#### Given data ####

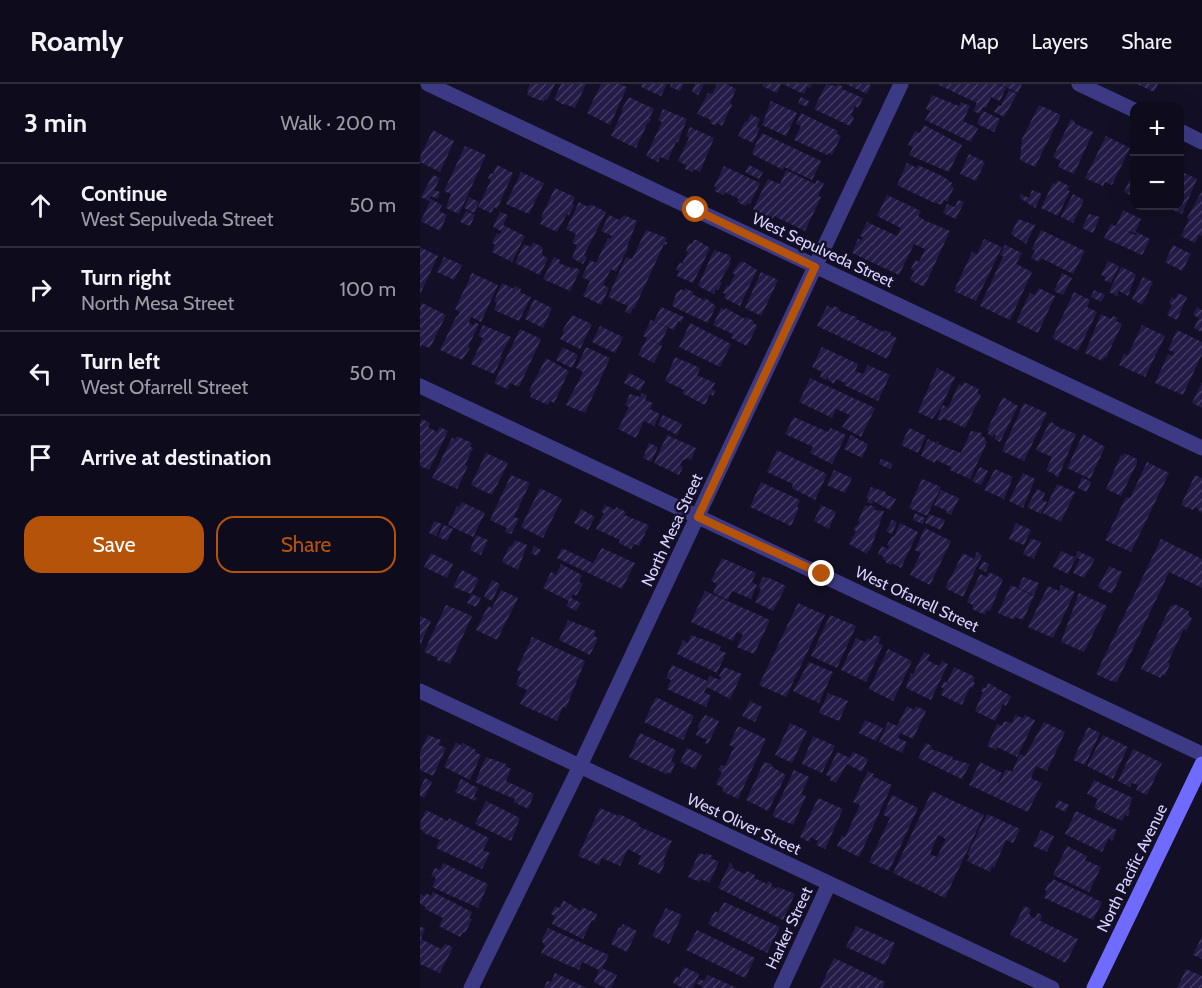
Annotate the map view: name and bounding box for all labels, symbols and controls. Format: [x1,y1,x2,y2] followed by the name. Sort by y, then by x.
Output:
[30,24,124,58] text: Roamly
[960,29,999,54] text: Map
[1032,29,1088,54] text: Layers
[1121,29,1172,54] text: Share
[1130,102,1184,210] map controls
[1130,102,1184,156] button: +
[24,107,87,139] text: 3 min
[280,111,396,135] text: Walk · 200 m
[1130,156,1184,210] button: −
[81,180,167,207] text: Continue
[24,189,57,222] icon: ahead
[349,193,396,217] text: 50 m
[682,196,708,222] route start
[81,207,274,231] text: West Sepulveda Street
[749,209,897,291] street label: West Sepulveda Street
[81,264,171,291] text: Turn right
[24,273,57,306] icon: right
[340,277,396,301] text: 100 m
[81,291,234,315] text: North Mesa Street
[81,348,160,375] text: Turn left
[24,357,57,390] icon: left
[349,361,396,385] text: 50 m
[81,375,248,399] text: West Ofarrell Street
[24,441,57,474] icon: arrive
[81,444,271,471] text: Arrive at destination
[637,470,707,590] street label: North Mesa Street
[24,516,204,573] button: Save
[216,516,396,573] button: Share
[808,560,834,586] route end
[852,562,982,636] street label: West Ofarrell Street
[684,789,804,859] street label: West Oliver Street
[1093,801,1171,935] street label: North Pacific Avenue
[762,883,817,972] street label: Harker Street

####

Only the text of the records above is to be reproduced, exactly as given; the pictures are dropped.

Result of the exercise —
Annotate the map view: name and bounding box for all labels, symbols and controls. Format: [x1,y1,x2,y2] followed by the name. Sort by y, then by x.
Output:
[30,24,124,58] text: Roamly
[960,29,999,54] text: Map
[1032,29,1088,54] text: Layers
[1121,29,1172,54] text: Share
[1130,102,1184,210] map controls
[1130,102,1184,156] button: +
[24,107,87,139] text: 3 min
[280,111,396,135] text: Walk · 200 m
[1130,156,1184,210] button: −
[81,180,167,207] text: Continue
[24,189,57,222] icon: ahead
[349,193,396,217] text: 50 m
[682,196,708,222] route start
[81,207,274,231] text: West Sepulveda Street
[749,209,897,291] street label: West Sepulveda Street
[81,264,171,291] text: Turn right
[24,273,57,306] icon: right
[340,277,396,301] text: 100 m
[81,291,234,315] text: North Mesa Street
[81,348,160,375] text: Turn left
[24,357,57,390] icon: left
[349,361,396,385] text: 50 m
[81,375,248,399] text: West Ofarrell Street
[24,441,57,474] icon: arrive
[81,444,271,471] text: Arrive at destination
[637,470,707,590] street label: North Mesa Street
[24,516,204,573] button: Save
[216,516,396,573] button: Share
[808,560,834,586] route end
[852,562,982,636] street label: West Ofarrell Street
[684,789,804,859] street label: West Oliver Street
[1093,801,1171,935] street label: North Pacific Avenue
[762,883,817,972] street label: Harker Street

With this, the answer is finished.